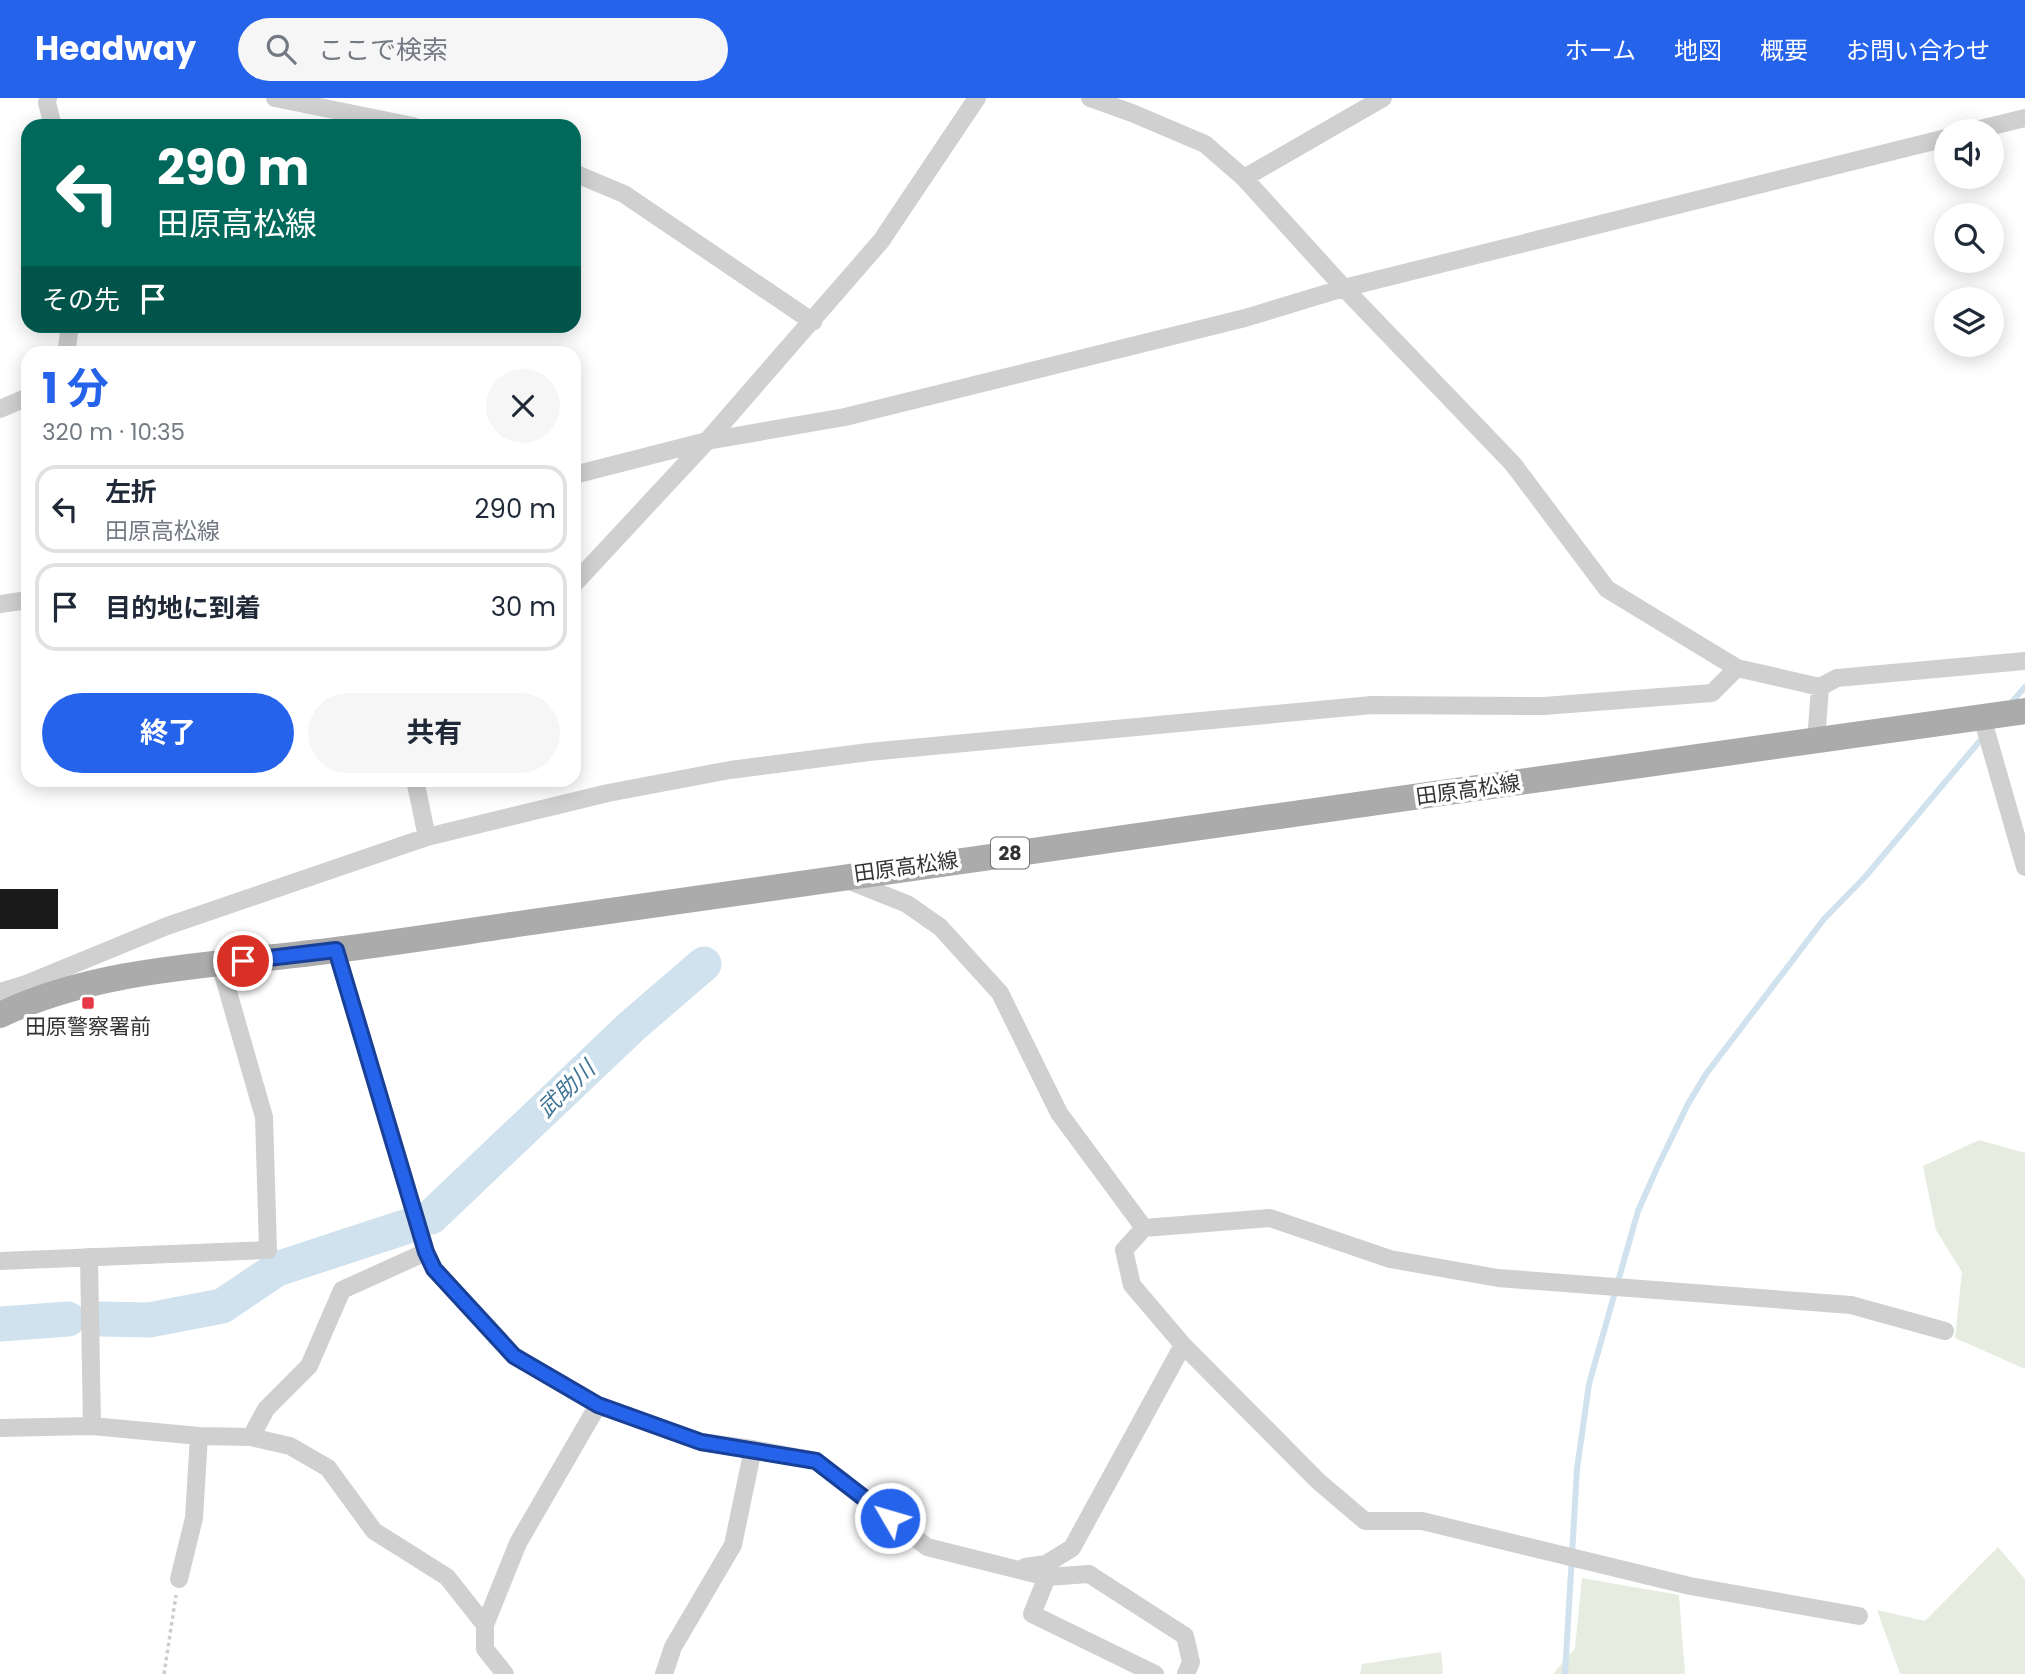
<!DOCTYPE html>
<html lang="ja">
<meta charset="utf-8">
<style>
body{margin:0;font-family:Poppins,"Noto Sans JP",sans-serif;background:#f6f6f7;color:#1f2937;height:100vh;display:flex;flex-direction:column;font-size:26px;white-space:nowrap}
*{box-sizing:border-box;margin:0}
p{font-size:23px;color:#747a83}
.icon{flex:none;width:38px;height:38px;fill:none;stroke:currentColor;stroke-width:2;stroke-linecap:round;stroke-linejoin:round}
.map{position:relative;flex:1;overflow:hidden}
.side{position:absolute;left:21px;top:248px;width:560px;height:441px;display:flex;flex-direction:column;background:#fff;border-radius:21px;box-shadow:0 4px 18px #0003}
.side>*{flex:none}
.guide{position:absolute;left:21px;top:21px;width:560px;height:214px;border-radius:21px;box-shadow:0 4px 18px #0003;background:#00695c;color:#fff;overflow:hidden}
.controls{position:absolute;left:1934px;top:21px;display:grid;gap:14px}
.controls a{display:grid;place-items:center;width:70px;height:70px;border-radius:50%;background:#fff;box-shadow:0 4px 18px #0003;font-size:35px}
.pin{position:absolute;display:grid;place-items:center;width:60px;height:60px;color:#fff;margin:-30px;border:4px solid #fff;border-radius:50%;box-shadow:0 2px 7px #0007}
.me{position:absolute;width:77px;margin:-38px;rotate:308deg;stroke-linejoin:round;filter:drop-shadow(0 0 5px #0008)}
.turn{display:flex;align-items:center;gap:24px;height:147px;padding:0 21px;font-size:32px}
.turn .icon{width:91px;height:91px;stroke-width:2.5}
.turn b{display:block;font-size:49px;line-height:60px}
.then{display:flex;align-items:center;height:66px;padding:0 21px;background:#0003;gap:14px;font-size:26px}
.round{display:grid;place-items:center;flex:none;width:74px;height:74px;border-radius:37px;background:#f6f6f7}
.summary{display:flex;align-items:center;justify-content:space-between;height:119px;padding:0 21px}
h1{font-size:42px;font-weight:700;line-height:52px;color:#2563eb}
.cta{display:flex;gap:14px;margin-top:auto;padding:14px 21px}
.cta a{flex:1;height:80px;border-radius:42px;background:#2563eb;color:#fff;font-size:28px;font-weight:700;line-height:80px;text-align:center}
.cta a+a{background:#f6f6f7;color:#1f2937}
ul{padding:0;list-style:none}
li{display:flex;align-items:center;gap:21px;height:88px;margin:0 14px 10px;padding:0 7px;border:4px solid #e0e1e3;border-radius:21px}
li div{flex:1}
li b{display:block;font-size:26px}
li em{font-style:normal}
header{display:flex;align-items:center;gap:42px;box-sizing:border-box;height:98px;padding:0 35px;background:#2563eb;color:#fff}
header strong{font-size:33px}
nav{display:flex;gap:38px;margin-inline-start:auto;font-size:24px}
.search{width:490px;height:63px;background:#f6f6f7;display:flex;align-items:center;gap:18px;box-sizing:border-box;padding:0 24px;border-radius:38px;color:#747a83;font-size:26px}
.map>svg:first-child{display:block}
.green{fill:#e6ecdf}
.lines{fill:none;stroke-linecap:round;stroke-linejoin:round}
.stream{stroke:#cfe2ee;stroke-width:6}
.river{stroke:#cfe2ee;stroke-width:35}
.building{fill:#1a1a1a}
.path{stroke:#cdcdcd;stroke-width:3.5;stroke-dasharray:3.5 3.5;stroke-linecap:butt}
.street{stroke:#d0d0d0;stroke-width:18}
.primary{stroke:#ababab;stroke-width:26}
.route-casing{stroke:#184099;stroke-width:18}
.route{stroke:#2563eb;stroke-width:12}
.poi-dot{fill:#e63946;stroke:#fff;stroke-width:2.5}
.labels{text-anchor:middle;stroke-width:7;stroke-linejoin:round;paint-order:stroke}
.shield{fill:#fff;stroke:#707070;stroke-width:2}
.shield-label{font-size:19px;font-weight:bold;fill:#333}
.street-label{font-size:21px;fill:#333;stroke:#fff}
.poi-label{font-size:21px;fill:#333;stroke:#fff}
.water-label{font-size:23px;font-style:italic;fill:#3f7597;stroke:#fff}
</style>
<header>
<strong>Headway</strong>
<div class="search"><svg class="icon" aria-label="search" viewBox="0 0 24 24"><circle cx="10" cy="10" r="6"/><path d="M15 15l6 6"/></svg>ここで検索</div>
<nav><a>ホーム</a><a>地図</a><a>概要</a><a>お問い合わせ</a></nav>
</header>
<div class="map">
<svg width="2025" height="1576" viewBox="0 0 2025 1576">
<rect width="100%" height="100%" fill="#fff"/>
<path class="green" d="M1979 1042 2025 1055V1271L1955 1240 1962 1174 1936 1132 1923 1068Z
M1998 1449 2025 1481V1576H1900L1877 1512 1925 1523Z
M1582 1480 1679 1497 1685 1576H1553L1575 1550Z
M1441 1554 1443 1576H1360L1362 1566Z"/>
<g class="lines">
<path class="stream" d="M2011 605 2025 589
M1565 1576 1577 1371 1589 1286 1638 1113 1657 1070 1688 1006 1706 976 1824 821 1865 779 1984 638"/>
<path class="river" d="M431 1119 632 928 704 866
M101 1221 149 1222 222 1208 277 1171 408 1128
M0 1226 68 1221"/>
</g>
<path class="building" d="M0 791H58V831H0Z"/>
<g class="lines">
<path class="path" d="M164 1576 176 1497"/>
<path class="street" d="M48 0 47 5 53 28
M275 0 413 28
M1090 0 1132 15 1205 46 1244 80 1344 190 1513 366 1607 491 1737 570 1820 589 1816 644
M1972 33 2025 20
M574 75 624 96 813 224
M1244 80 1383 0
M66 256 70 228
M0 311 28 299
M574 377 707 343 845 319 1245 220 1344 190 1946 40
M574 486 707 343 881 143 977 0
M0 506 28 502
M1820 589 1837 580 2025 563
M1982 619 2025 769
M415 682 427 739
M842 780 907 806 940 829 1000 895 1059 1015 1144 1130
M336 852 426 1154 434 1171 514 1258 598 1307 701 1344 753 1351 816 1363 927 1449 1047 1479 1089 1476 1185 1538 1191 1564 1186 1576
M0 894 26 886 167 828 427 739 608 695 730 672 869 654 1372 607 1544 608 1712 595 1737 570
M89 1159 92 1328
M0 1163 268 1152 264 1019 220 866
M0 1330 92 1328 199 1338 251 1339 290 1348 328 1370 374 1433 447 1479 485 1527V1551L505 1576
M251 1339 266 1311 309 1268 342 1192 426 1154
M1025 1469 1046 1466 1072 1450 1183 1247
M1047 1479 1032 1516 1155 1576
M179 1481 194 1420 199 1338
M1859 1518 1690 1488 1422 1423H1365L1318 1383 1183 1247 1132 1187 1124 1152 1144 1130 1270 1120 1390 1161 1498 1180 1851 1207 1945 1233
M485 1527 518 1445 598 1307
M664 1576 673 1549 733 1447 753 1351"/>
<path class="primary" d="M0 917C96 871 207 868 311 855 390 846 468 833 546 822 1039 749 1532 684 2025 613"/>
</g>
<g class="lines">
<g class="route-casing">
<path id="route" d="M243 863 336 852 426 1154 434 1171 514 1258 598 1307 701 1344 816 1363 890 1420"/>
</g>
<use href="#route" class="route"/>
</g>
<rect class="poi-dot" x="81" y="898" width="14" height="14" rx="3.5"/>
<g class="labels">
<rect class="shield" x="991" y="739.5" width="38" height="31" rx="5"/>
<g class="shield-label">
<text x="1010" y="762">28</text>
</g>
<g class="street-label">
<text transform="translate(1468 692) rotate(-8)" y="7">田原高松線</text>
<text transform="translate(906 769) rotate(-8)" y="7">田原高松線</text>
</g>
<g class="poi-label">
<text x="88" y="936">田原警察署前</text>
</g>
<g class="water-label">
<text transform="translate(566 991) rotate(-44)" y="8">武助川</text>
</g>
</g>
</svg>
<div class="controls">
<a><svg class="icon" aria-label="sound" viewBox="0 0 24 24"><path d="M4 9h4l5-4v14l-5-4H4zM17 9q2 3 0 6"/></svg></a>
<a><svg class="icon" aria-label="search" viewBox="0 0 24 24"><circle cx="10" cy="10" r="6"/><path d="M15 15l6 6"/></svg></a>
<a><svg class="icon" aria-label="layers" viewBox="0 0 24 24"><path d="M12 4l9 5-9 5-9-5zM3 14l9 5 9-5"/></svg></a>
</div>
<div class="pin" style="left:243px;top:863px;background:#d93025"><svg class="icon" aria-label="arrive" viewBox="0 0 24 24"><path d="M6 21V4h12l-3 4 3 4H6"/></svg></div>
<svg class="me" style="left:890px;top:1420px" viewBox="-20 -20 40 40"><circle r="17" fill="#2563eb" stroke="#fff" stroke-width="3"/><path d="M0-11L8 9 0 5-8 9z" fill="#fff"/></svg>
<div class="guide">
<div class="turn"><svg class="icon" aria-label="left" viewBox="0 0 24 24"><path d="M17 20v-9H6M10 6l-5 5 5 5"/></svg><div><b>290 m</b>田原高松線</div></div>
<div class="then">その先<svg class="icon" aria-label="arrive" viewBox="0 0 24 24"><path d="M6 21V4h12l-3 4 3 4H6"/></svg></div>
</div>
<section class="side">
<div class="summary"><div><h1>1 分</h1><p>320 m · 10:35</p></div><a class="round"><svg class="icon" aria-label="close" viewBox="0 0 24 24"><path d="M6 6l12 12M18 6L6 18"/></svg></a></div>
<ul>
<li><svg class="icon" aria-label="left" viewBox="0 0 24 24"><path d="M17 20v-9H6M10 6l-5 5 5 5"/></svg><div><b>左折</b><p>田原高松線</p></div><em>290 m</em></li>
<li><svg class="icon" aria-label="arrive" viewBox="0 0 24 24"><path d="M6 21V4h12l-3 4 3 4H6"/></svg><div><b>目的地に到着</b></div><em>30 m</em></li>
</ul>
<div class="cta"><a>終了</a><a>共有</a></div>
</section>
</div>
- - -
# EXERCISE
Look over the listing. Pull out every line with the string "controls" in it.

# PROBLEM SOLUTION
.controls{position:absolute;left:1934px;top:21px;display:grid;gap:14px}
.controls a{display:grid;place-items:center;width:70px;height:70px;border-radius:50%;background:#fff;box-shadow:0 4px 18px #0003;font-size:35px}
<div class="controls">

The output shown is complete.